> _DATA LISTING_
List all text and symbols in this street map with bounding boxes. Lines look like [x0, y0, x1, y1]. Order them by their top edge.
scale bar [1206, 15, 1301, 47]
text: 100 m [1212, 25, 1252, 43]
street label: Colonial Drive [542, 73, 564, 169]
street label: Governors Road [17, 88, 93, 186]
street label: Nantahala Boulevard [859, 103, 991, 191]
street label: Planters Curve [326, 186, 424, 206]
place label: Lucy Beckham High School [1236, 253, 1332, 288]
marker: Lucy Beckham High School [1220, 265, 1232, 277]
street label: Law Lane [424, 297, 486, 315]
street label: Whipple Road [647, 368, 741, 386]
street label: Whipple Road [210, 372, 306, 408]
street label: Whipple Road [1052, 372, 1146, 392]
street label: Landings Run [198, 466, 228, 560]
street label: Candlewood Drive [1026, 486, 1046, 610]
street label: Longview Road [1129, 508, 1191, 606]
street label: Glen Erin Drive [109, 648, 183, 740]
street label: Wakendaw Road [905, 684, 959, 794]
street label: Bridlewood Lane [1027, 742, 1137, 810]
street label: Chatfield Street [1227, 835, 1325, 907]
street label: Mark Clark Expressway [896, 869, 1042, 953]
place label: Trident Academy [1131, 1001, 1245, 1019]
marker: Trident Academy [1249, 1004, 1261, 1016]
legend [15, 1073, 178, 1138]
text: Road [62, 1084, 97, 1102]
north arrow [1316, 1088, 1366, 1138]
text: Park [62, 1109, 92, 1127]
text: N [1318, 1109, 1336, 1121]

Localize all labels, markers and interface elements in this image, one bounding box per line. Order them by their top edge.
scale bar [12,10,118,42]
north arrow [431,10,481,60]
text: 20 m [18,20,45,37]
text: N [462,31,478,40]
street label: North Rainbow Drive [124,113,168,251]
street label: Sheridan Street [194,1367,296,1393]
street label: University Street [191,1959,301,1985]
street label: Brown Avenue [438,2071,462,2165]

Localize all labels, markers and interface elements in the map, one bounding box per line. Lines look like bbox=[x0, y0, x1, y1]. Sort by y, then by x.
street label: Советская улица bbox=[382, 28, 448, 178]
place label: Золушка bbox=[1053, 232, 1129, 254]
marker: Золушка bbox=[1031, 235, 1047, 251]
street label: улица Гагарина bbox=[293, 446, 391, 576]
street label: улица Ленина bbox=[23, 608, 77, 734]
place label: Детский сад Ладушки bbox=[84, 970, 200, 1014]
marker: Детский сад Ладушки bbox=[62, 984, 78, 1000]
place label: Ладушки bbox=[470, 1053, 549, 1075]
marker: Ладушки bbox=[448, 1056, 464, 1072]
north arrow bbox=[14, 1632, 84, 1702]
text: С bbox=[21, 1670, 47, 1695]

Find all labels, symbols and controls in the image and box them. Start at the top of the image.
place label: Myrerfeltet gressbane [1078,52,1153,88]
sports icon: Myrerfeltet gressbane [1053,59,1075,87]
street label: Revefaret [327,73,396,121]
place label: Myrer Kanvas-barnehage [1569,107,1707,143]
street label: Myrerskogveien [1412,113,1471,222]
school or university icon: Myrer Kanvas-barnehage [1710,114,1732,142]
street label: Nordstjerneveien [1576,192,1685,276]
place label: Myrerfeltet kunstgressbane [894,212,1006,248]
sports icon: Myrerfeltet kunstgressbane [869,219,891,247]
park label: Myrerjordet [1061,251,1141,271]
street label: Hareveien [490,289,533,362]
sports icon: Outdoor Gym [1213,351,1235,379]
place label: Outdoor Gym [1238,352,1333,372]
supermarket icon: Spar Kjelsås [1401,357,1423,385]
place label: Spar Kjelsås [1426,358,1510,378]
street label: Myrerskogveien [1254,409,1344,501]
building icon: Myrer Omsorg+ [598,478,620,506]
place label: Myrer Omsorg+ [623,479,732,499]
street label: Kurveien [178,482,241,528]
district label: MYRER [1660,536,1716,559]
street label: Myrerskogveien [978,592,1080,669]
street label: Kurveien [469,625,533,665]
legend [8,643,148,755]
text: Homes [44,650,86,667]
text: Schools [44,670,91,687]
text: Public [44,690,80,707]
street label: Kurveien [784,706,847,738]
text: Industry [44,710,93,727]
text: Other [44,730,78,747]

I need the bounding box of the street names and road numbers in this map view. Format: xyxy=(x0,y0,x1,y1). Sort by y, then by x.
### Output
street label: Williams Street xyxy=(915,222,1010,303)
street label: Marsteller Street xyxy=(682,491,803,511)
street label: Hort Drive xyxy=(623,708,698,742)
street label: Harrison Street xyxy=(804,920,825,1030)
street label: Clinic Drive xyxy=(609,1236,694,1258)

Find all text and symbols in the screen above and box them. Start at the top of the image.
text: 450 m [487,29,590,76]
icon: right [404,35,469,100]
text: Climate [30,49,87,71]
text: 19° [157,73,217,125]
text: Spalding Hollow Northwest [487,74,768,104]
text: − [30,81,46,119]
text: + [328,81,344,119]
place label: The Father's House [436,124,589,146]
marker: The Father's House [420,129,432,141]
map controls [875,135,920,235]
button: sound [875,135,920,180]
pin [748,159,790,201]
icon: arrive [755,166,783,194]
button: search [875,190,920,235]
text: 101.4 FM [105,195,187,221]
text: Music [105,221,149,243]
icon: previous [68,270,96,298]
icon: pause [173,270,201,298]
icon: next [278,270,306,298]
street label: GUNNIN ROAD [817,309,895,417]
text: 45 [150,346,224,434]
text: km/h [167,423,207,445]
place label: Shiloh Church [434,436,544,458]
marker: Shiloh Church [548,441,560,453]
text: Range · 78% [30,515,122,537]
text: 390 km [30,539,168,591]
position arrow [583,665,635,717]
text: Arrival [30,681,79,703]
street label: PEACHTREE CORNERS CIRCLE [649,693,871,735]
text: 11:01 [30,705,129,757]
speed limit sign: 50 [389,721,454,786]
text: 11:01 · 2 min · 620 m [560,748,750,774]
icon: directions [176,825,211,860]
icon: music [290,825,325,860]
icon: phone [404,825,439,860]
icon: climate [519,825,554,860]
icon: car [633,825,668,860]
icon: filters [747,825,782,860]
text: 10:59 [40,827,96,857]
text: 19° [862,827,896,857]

> _INSTRUCTIONS FOR THE TASK_
Some lines in the records may hold "them"; state how many do, and give no more than that number.

> _ANSWER TO THE EXERCISE_
4